Dieses Beziehungsnetz wird hauptsächlich von Ressourcen und Spannungen bestimmt. Beispiel: Klientensitzung

Innerhalb dieser 3 Dimensionen agiert Sie mit besonderem Respekt vor den alltäglichen eher unauffälligen Bewältigungsaufgaben, da diese demjenigen bereits enorme Anstrengungen abverlangen.

Sie gestaltet ihre Unterstützung dass sich der Mensch (analog Partizipation) als Subjekt innerhalb seiner Verhältnisse erleben kann: Hilfe zur Selbsthilfe, Empowerment (Ermächtigung/Verantwortung) und Hilfe zur Indenditätsarbeit.

Balanceakt zwischen... Lobbyarbeit für den individuellen Menschen und dem Vertreten von gesellsch. Werten und Ansprüchen.

Die fünf Handlungsmaximen nach Thiersch

1. Prävention (Ambulante Maßnahmen)

Primäre Prävention = Krisen gar nicht erst entstehen lassen -  Begleitende und unterstützende Maßnahmen sollen ausgebaut, und die stationären abgebaut werden - Sekundäre Prävention = Bei erwartenden belastenden Situationen Hilfe zur Verfügung stellen.Nach Thiersch: Revoluzionäre Umstrukturierung.

2. Alltagsnähe (unmittelbare Präsenz)

Unmittelbare Hilfestellungen in der Lebenswelt der Adressaten, d.h. Erreichbarkeit und Niederschwelligkeit der Angebote. Die Hilfe soll den ineinander verwobenen Lebenserfahrungen gerexht werden.
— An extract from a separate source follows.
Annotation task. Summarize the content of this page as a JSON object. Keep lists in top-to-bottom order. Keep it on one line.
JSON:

Offener Zugang fördern.

3. Dezentralisierung/ Regionalisierung (Zugangsmöglichkeiten)
In der Umgebung Hilfe schaffen. Zentralisierung von Angeboten ergibt Erschwerung der Zugangsmöglichkeiten für Adressaten. Ziel: Erreichbarkeit der Angebote vor Ort, Verlagerung der Zuständigkeit an die Basis. (z.B. 5 Gemeinden beteiligen sich mit je 20% Stellenprozenten an einer mobilen Jugendarbeit, so dass jede Gemeinde davon profitieren kann)
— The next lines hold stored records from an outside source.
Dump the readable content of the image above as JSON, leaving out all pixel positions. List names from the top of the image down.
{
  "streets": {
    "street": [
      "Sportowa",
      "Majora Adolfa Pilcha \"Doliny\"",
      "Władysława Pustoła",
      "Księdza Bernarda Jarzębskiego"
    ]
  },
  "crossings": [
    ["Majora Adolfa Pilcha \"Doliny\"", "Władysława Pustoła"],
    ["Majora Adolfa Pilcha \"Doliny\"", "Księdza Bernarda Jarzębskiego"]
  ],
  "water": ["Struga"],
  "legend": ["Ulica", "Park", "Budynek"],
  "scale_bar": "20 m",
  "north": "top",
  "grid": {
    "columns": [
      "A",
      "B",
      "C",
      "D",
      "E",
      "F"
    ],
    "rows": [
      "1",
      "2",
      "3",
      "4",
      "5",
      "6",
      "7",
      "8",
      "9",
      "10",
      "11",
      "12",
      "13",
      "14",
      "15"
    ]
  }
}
4. Integration- Normalisierung   

Angebote für alle, nicht nur für die mit Belastungen (→Inklusion) -    Angebote sozialer Arbeit verstehen sich als Normalangebote für alle Menschen.
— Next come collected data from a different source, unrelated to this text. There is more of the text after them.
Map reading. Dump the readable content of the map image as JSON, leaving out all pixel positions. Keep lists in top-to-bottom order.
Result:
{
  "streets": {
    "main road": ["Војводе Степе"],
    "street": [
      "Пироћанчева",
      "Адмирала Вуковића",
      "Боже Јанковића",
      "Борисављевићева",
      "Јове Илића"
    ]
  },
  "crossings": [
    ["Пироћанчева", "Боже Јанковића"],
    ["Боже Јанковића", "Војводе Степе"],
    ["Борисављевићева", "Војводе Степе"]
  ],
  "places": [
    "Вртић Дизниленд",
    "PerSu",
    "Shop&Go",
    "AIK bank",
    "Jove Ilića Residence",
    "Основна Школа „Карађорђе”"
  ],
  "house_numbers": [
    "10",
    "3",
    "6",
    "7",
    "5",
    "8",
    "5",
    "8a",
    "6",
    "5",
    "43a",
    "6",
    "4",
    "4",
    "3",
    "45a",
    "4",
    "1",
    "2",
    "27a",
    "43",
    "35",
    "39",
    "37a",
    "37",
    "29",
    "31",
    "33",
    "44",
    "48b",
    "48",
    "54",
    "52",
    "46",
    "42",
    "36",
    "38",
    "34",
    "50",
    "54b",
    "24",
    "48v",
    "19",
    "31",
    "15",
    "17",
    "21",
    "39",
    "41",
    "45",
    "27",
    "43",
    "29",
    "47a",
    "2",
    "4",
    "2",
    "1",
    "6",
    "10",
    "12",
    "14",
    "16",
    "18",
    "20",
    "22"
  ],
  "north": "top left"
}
5. Partizipation (Freiwilligkeit, Mitbestimmung, Selbsthilfe)

Teilhabe/ Teilhaben lassen. Der Mensch erlebt sich als Subjekt, aktive Beteiligung ist daher zwingend.Partizipation zielt auf die Vielfältigkeit von Beteiligungs- und Mitbestimmungs-möglichkeiten. Voraussetzung ist, dass man Ressourcen und die Möglichkeit zu Verhandlungen organisiert. Mitbestimmung der Hilfesuchenden ist ein grundlegendes Element Sozialer Arbeit. 

 

Was hat Lebensweltorientierte soziale Arbeit zur Folge?
  • Sie wird sich immer gesellschaftskritisch einmischen
  • Lebensweltorientierte SozialpädagogInnen müssen über eine hohe Fähigkeit, das eigene Fühlen, Denken und Handeln kritisch zu überprüfen.
  • Die eigene Souveränität beruht auf hohem Fachwissen und auf einer eigenständigen, ethisch und fachlich begründeten Position.

Theoriegrundlagen der Lebensweltorientierung

  1. Hemeneutisch (auslegen/interprätieren) -pragmatische (Sachbezogen/Alltagsorientiert) Linie der Erziehungswissenschaft = Fokus auf Alltag und individuell interpretierte Welt
  2. Phänomelogisch (Ereigniss/Phänomen wahrnehmen)- interaktionistisches (in Interaktion = systemisch d.H. mit Netzwerken arbeiten) Paradigma (Weltansicht) = Fokus auf die Lebenswelt, die strukturiert durch Zeit, erlebten Raum und gelebte Beziehungen ist.
  3. Kritische Alltagstheorien (Alltag wird kritisch beleuchtet) = Fokus auf eine dialektische Herangehensweise (einerseits-andererseits-Haltung). Einerseits Mensch und Situation akzeptieren wie sie sind; andererseits auf Veränderung/Verbesserung drängen.
  4. Kritische Analyse von sozialen Verhältnissen und Lebenswelten = Fokus auf gesellschaftl. Bedingungen und Strukturen, welche analysiert werden. Nicht bloss der individuelle Kontext.